I am from New York and many of my friends and colleagues are Jewish. They are correct in reminding me that Jesus was born into a Jewish family, he grew up as a Jewish boy, he worked as a Jewish young man, all of his teachings imply a Jewish setting and worldview, and he went to the Cross to be the Messiah of the Jewish people, as well as the “Lamb of God” who “takes away the sin of the world” (John 1:29). We Christians joyously recognize that our Savior was Jewish.
I would also like to address the Muslim community. It is important to discuss Holy Week in light of many recent statements demonstrating religious intolerance. There are over 1 billion Muslims in the world. I agree with former President George W. Bush who described Islam as “a faith based upon peace, love and compassion.” He said it is a religion committed to “morality, learning and tolerance.” I believe the passages from Koran in this video are taken out of context.
The Koran says “Even if you stretch out your hand to kill me, I shall not stretch out my hand to kill you.” Islam comes from the root word ‘salaam’, which means peace. The suicide bombers are bad Muslims. Suicide for any purpose is prohibited in Islam, and so is killing innocent people.
I do not have a religious test for the President and I am not making any judgments based upon his middle name. Obama critics are falsely claiming the President is a Muslim. They say: “Barack Hussein Obama is a Muslim name. If it walks, talks, looks, smells and feels like a duck, it’s a duck.”

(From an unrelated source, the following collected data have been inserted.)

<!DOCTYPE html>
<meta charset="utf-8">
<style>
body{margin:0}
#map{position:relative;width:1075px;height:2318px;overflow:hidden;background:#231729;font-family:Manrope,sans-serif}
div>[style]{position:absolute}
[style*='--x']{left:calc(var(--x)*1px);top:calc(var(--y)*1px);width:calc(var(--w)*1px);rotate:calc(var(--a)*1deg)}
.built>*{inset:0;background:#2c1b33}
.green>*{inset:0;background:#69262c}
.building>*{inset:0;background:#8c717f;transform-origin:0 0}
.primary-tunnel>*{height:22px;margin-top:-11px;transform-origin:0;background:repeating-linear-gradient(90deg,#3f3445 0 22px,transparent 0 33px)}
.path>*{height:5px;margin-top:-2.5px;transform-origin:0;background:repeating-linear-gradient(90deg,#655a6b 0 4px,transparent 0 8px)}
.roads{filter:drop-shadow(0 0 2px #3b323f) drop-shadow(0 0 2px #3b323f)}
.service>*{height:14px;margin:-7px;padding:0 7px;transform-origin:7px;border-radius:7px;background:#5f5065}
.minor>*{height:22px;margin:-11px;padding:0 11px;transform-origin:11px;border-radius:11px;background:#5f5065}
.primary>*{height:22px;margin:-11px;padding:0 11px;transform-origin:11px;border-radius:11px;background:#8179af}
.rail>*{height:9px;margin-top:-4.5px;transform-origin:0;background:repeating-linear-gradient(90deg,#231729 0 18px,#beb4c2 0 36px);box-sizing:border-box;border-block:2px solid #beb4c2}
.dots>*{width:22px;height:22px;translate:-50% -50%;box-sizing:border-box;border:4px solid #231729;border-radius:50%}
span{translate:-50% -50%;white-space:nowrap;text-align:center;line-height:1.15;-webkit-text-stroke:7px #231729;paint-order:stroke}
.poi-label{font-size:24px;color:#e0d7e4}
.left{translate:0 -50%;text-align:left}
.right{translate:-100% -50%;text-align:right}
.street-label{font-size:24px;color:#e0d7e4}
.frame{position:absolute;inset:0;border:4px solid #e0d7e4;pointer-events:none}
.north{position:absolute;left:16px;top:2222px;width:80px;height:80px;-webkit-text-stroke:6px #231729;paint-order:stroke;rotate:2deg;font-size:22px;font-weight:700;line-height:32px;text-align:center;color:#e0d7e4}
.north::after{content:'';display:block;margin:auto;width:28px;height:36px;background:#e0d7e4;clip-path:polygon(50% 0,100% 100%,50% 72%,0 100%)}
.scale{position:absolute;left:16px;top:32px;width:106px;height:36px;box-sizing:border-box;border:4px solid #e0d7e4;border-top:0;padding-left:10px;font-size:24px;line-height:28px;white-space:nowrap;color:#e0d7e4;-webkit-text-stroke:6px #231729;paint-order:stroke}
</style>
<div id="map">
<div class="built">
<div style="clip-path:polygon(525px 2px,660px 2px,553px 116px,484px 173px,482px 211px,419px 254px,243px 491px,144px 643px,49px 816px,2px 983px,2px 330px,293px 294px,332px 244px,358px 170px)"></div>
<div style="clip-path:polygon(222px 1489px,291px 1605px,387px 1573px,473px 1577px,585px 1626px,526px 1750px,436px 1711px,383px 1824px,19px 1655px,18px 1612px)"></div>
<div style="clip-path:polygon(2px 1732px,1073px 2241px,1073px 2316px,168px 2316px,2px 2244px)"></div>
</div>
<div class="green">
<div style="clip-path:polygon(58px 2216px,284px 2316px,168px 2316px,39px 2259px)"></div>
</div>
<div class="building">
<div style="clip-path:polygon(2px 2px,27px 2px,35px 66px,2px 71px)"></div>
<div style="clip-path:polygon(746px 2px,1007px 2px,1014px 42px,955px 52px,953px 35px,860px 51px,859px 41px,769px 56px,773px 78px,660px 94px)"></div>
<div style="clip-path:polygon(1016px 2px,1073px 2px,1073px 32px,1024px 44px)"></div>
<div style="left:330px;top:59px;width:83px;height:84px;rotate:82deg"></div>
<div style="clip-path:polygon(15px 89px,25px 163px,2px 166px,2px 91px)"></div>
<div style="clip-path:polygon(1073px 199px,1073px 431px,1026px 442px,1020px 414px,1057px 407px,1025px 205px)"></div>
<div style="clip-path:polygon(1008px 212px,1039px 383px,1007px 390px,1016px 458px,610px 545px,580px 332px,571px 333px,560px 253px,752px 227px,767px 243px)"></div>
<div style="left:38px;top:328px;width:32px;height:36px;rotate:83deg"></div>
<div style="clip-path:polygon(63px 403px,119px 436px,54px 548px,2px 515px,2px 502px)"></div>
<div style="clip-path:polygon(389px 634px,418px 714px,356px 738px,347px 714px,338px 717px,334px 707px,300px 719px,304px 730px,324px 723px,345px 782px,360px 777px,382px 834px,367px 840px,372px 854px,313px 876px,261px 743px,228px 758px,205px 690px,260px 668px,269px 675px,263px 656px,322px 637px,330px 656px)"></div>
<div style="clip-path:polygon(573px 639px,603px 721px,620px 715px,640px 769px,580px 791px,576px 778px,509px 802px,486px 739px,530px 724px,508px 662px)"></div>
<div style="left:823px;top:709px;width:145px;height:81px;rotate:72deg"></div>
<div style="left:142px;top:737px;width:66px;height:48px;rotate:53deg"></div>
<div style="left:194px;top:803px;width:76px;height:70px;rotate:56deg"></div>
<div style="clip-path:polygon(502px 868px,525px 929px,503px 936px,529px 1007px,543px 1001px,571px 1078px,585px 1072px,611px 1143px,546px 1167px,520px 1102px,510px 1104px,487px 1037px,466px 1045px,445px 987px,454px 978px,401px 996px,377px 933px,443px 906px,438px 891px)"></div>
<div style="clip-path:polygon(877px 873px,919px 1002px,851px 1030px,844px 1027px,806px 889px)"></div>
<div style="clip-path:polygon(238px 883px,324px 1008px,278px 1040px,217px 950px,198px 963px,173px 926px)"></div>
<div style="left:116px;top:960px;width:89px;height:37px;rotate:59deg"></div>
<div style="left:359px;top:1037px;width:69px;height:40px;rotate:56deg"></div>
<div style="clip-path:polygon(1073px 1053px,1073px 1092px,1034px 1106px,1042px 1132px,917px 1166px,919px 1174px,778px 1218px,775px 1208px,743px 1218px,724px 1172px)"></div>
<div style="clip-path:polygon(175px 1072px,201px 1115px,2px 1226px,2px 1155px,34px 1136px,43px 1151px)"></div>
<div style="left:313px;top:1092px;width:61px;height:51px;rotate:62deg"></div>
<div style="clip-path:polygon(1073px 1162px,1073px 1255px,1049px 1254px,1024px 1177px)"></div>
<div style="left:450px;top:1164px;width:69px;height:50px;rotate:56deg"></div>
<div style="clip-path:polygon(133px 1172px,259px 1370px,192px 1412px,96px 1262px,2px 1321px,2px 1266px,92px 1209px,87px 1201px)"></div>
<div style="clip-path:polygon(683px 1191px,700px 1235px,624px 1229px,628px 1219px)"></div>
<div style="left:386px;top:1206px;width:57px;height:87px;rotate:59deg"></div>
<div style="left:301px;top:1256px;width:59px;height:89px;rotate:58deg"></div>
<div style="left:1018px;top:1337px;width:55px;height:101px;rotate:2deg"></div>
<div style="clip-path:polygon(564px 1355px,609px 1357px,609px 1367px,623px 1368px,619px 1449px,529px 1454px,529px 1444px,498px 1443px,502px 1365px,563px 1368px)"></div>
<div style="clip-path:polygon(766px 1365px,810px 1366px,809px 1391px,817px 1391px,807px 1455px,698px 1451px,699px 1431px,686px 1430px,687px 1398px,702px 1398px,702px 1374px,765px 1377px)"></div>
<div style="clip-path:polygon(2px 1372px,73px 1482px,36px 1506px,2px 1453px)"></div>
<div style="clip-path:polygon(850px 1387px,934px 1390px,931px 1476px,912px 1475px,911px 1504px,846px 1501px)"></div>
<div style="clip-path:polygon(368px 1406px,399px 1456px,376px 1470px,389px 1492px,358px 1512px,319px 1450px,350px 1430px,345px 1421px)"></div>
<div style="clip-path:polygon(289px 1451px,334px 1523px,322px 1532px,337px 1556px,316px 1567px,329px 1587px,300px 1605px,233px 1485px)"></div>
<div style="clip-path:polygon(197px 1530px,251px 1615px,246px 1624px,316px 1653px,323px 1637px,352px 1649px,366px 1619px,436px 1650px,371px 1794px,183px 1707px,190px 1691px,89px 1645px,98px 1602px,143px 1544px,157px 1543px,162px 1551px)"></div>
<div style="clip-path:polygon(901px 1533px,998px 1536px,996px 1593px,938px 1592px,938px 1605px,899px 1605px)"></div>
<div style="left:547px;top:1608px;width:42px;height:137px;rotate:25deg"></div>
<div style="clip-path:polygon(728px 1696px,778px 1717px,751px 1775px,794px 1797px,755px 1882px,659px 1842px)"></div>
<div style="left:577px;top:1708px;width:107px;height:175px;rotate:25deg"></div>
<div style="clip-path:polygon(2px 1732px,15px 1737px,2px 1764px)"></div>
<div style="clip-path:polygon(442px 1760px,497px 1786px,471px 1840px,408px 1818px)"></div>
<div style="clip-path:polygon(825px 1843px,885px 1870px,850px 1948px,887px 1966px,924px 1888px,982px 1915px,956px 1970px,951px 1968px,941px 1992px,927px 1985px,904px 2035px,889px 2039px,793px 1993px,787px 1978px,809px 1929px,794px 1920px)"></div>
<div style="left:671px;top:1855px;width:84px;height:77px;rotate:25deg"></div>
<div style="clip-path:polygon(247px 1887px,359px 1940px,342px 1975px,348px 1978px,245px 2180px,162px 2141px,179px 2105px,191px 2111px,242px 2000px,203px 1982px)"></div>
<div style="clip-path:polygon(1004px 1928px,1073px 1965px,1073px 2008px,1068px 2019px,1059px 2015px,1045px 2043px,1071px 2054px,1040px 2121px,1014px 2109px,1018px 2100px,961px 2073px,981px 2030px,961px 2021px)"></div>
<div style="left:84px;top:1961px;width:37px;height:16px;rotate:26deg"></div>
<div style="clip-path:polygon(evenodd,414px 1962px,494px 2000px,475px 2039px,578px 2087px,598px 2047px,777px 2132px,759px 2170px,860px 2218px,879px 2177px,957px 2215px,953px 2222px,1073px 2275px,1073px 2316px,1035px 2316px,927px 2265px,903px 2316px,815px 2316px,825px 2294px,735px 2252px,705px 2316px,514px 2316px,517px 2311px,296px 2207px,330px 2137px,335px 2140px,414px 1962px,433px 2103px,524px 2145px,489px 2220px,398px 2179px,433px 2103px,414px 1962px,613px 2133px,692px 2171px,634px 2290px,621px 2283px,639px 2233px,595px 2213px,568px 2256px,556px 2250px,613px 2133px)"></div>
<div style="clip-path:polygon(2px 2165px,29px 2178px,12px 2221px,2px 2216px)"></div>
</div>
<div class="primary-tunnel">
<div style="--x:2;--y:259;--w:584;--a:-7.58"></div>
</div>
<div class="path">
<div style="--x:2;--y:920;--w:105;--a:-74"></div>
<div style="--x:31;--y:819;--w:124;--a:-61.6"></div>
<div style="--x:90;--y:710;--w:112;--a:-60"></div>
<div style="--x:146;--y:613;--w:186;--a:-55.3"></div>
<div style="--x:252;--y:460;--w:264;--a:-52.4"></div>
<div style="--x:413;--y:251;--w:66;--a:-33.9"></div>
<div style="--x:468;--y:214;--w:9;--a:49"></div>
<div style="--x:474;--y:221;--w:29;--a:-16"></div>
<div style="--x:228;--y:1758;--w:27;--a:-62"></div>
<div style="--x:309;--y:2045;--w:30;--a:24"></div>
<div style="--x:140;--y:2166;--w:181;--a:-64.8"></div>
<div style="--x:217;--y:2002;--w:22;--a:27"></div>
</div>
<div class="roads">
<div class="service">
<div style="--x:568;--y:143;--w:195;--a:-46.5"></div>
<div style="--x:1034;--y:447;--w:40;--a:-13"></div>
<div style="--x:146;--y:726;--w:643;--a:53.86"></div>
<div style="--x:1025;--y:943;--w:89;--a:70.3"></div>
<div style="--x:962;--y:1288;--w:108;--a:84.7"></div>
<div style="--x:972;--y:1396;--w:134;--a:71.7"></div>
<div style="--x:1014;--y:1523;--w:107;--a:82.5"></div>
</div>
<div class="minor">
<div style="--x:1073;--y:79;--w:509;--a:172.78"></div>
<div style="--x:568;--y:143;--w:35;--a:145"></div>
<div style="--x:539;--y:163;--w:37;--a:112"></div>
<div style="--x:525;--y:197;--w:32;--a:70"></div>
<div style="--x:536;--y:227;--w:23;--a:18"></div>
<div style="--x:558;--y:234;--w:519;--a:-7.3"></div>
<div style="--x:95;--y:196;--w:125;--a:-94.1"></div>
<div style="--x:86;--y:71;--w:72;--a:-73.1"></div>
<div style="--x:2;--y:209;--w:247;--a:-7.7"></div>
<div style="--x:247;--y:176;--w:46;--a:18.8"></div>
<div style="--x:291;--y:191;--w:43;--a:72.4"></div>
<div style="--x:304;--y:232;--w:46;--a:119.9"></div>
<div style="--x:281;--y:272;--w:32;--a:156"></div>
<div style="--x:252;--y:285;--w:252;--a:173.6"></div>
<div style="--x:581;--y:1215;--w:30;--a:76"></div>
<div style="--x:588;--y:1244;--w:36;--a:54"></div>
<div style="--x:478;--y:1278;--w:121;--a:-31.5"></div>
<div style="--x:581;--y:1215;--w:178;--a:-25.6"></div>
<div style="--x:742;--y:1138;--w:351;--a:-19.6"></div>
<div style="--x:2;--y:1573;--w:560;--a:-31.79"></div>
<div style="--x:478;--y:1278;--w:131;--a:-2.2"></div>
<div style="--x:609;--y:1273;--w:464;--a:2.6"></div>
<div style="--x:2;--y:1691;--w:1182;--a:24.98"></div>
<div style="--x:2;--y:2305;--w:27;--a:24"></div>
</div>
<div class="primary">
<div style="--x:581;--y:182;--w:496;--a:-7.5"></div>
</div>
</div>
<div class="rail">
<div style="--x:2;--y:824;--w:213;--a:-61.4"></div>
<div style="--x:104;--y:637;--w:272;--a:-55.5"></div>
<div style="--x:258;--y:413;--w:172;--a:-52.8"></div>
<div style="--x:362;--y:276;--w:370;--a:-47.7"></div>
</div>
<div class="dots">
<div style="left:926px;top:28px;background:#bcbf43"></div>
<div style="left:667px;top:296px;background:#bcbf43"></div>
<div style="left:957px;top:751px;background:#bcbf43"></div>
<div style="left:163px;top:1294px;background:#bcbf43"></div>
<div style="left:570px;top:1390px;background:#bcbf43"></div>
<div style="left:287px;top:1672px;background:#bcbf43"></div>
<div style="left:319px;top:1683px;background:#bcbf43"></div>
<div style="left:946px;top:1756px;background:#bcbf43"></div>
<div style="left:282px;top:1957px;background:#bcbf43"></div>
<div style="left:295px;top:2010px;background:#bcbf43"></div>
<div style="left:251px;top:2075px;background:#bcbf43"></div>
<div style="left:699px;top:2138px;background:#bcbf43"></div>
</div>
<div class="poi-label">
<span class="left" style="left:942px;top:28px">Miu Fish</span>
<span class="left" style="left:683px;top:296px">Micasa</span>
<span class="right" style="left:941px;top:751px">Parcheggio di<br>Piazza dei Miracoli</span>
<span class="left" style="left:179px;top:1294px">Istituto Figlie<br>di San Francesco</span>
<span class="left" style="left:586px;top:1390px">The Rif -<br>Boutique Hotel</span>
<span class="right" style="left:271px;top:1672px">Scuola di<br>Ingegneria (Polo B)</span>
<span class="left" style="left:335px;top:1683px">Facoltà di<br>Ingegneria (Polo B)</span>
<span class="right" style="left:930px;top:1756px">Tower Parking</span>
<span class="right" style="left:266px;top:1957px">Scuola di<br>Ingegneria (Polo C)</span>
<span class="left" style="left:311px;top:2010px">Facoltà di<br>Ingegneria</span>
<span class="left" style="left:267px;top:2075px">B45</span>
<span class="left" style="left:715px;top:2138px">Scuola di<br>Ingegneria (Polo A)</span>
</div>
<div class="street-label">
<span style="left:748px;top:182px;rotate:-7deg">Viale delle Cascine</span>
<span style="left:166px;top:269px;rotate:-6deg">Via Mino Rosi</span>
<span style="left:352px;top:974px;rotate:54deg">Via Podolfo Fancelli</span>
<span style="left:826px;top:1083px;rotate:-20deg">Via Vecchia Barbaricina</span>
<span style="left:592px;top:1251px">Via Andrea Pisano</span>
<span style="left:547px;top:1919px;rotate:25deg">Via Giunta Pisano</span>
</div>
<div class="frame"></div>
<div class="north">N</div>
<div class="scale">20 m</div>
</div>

It is important to be tolerant of all religions, and John F. Kennedy addressed this when he spoke to Protestant ministers in Texas in the fall of 1960:
“Because I am a Catholic, and no Catholic has ever been elected President, the real issues in this campaign have been obscured. . . I today visited the Alamo. For side by side with Bowie and Crockett died Fuentes, McCafferty, Bailey, Badillo and Carey — but no one knows whether they were Catholics or not. For there was no religious test there. . . Do not judge me on the basis of publications that carefully select quotations out of context from the statements of church leaders, usually in other countries, frequently in other centuries, and rarely relevant to any situation here.”
JFK also has a Passover/Easter message for all of us. It is the last line of his Inaugural Address, and it is engraved in marble at his Arlington tomb: “With a good conscience our only sure reward, with history the final judge of our deeds, let us go forth to lead the land we love, asking His blessing and His help, but knowing that here on earth God’s work must truly be our own.”